I did that, actually went ahead and built that product as a prototype and that’s how the company really started. Then very quickly, it morphed into not full structures, but just the components themselves to be applied to existing or new construction. That’s how we got into the solar module and mounting system business that we do today.

 

Kip:
Yeah, that provides a lot of insight to when I was on your website, because a lot of the commonalities I see, it’s not your typical places that I would think of solar, it’s on these… Then as you mentioned, it’s like and ecstatically pleasing

places, creative that not only beautifies that landscape, but it makes it functional and using solar as energy. I was looking at, I call them canopies, I guess, but just those structures. I saw him at the carports, that was really cool.
Well, it looks very modern and futuristic, too, which is cool, too. That’s appreciated the modularity and the portability of what you’re saying with your product. Is there any other competitors back then? I’m assuming that was back in the mid-2000s that you were talking about this? But did you have a pattern to go after, or you just said, hey, one day, all these existing solar companies out there, are a little more permanent, a little more traditional, and you say, “Hey, I want to do differently.” Or were there other people that you took inspiration from?

 

Scott Franklin:
Not really. I think we’ve always been in our own, trying to solve a different problem, I think. I think what we saw was that there’s plenty of commodity… Well, we think it was commodity solar panels, so there’s no shortage of guys making silver aluminum frames with a solar panel laminated into it. For all the different companies out there making them are basically making the same product, they’re differentiated only on price, and how much capital is behind pushing them.

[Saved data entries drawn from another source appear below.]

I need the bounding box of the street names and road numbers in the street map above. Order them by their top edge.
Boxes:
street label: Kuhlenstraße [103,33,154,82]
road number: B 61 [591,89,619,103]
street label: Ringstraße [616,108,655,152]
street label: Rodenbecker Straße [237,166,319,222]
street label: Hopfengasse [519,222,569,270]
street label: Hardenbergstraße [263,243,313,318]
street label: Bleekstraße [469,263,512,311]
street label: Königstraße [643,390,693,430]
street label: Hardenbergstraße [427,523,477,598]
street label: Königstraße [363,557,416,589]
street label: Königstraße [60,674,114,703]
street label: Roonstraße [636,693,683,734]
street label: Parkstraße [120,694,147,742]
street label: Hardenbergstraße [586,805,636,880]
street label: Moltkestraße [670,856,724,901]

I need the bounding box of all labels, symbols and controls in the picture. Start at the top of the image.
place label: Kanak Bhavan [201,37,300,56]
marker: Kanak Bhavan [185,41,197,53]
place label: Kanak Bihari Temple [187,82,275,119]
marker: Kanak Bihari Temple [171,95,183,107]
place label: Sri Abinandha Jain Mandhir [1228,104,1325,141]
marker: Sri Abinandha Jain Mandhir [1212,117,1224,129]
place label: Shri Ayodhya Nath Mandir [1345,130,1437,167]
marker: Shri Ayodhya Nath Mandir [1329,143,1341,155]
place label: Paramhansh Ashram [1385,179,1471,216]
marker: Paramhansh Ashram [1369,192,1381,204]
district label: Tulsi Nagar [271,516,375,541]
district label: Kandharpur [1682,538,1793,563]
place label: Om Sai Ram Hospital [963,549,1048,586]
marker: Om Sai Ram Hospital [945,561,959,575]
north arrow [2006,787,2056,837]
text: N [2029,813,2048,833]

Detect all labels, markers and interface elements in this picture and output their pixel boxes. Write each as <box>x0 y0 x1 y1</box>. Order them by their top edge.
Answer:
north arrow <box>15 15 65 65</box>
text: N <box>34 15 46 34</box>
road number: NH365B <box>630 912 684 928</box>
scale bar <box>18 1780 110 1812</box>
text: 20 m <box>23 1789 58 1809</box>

I think, if you watch the solar industry over the last 15 years, the trail of pretty staggering bankruptcies and spectacular financial collapses are really a testament to, I think, a commodity market driven by price. When youcompete on price, lowest price wins means the winner usually is the one who can hold their breath the longest, basically underwater.

The winner in this case has been large, state supported Chinese companies, not surprisingly, because they have made a commitment to be global leaders in renewable energy, wind and solar, and they’ve built the supply chains and manufacturing base to support that. I don’t see that changing anytime soon. They’ve got a lead that is not going to be closed. No matter how much talk we have about green jobs and US manufacturing, and that’s just complete nonsense. It’s never going to happen here in any way, shape or form.

 

Kip:
I hear you. I’m trying to connect the dots, because I’m about maybe one centimeter deep into solar, not too much. But are you saying then, knowing that you really didn’t want to be a commodity provider, you wanted to be a quality provider. Then this prototyping of this aesthetically, novel way of producing solar designs on these more interesting ways, on top of other structures, or as part of portable type of objectives, is that what you’re saying?

 

Scott Franklin:
Exactly. It occurred to me… Well, two things. One was that from a business perspective, trying to compete in the commodity market is not terribly gratifying, right? Where’s the upside, and how do you even compete there, unless you have massive capital behind you, and you’re going to go after that. That wasn’t an option. We’re not represented by or supported by the US government, so that’s not going to happen.

Their side is from a just product differentiation side and solving problems. That problem is solved. I think, if you want to make power using solar energy, we can do that for very low cost today, and that is being very well done by large companies. What we saw was an opportunity to make something different and solve different problems.
Those problems are, how do we bring solar into more accessible locations? How can we combine them into something that’s aesthetic and functional? What I mean by that is not just power, but also shade. The combination of shade and solar power, they’re perfectly tied. Where you want shade means you also have lots of solar generation.

The south side of your house, the open unshaded parking lots, those are places where you’re getting a massive amount of solar energy coming down, what a perfect combination, right? We can collect the solar energy and provide shade underneath, and you do that in an aesthetic way that if people say, “Great, I’m happy to put that in front of my corporate headquarters or my retail location or my university entrance.”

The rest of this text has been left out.